Cleveland Robinson was born in Swabys Hope, in Manchester Parish, Jamaica. After serving as a local constable and an elementary school teacher, he emigrated to the U.S. in 1944. When he arrived, he took a job in a Manhattan dry goods store and very soon became active in District 65. In 1947 he owned his own shop; he went on to become a steward, and then a full-time organizer for the union. He was elected vice-president in 1950 and later in 1952 became secretary-treasurer. He held that position until he retired in 1992. When District 65 was affiliated with the Retail, Wholesale and Department Store Workers Union, Robinson held the positions of international vice-president and executive board member of that union. After disagreements with the retail, wholesale and department store workers union District 65 pulled out and organized the National Council of Distributive Workers of America and Robinson was elected president of the new body. In 1981, District 65 was affiliated with the United Auto Workers. At that time the union had 33,000 members in 37 states, Canada and Puerto Rico.

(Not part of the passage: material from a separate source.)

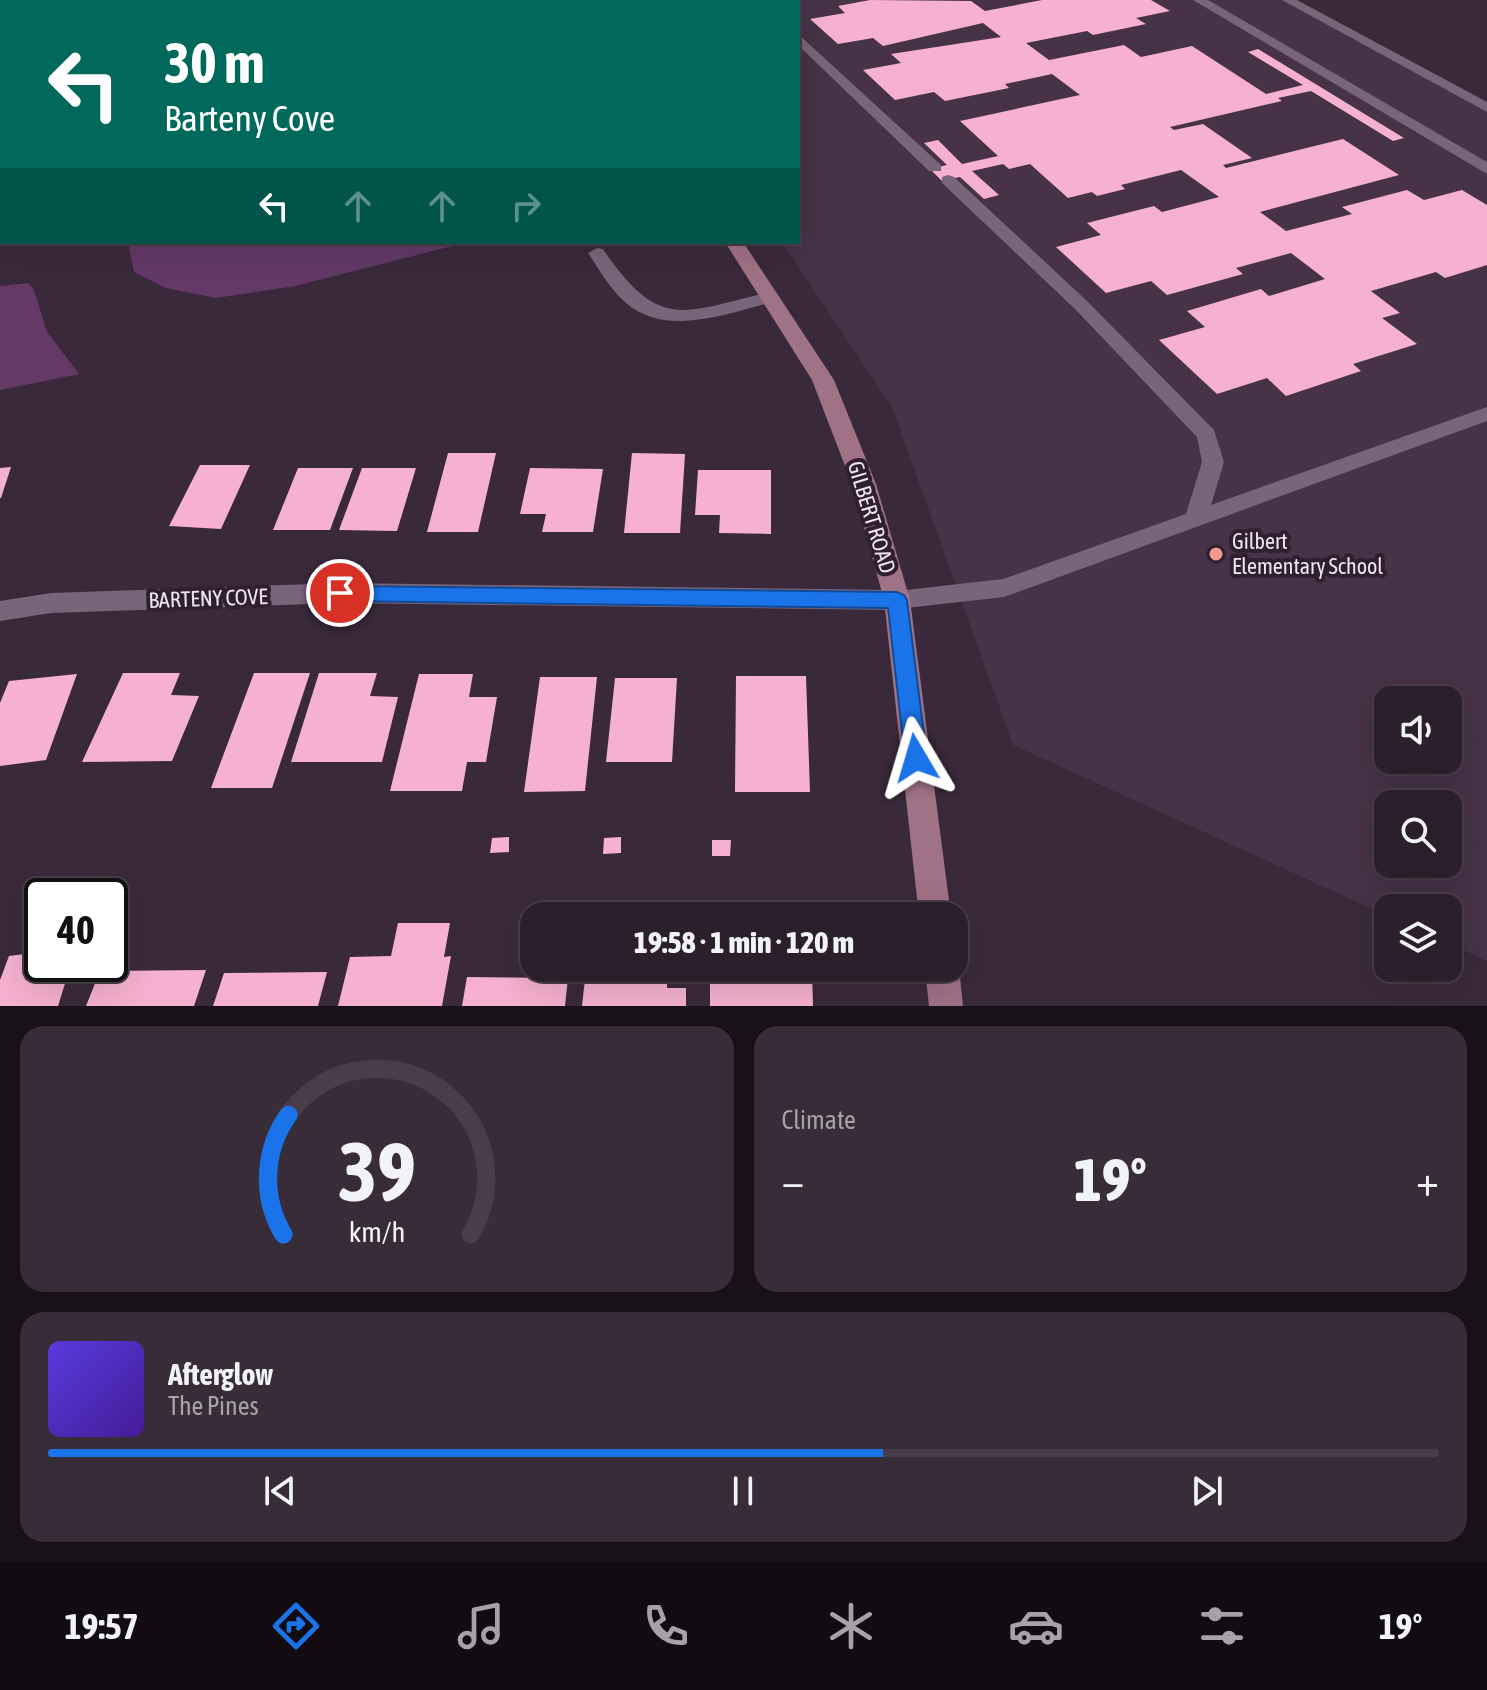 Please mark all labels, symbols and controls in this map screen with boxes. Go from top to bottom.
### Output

Robinson was a stalwart of the civil rights movement. In 1957, he participated in the Prayer Pilgrimage for Freedom. He was the chairman and one of the key organizers of the August 1963 March on Washington for Jobs and Freedom. In September 1972, he helped to found the Coalition of Black Trade Unionists (CBTU), successor organization to the Negro American Labor Council (NALC), and served as its first vice-president.

Robinson suffered from glaucoma for many years, and was legally blind by 1970. His level of commitment and activity was in no way impaired by this disability. He never lost touch with his Jamaican origins and traveled to the island often, keeping up a keen interest in a number of Jamaican-American political, cultural and fraternal organizations.

Robinson died of kidney failure in New York City in August 1995. His papers are held by the Tamiment Library & Robert F. Wagner Labor Archives, New York University.

==Family==
His first wife was Sue Eliza Robinson; they had two sons and a daughter. When she died in 1976, he married Doreen McPherson Robinson.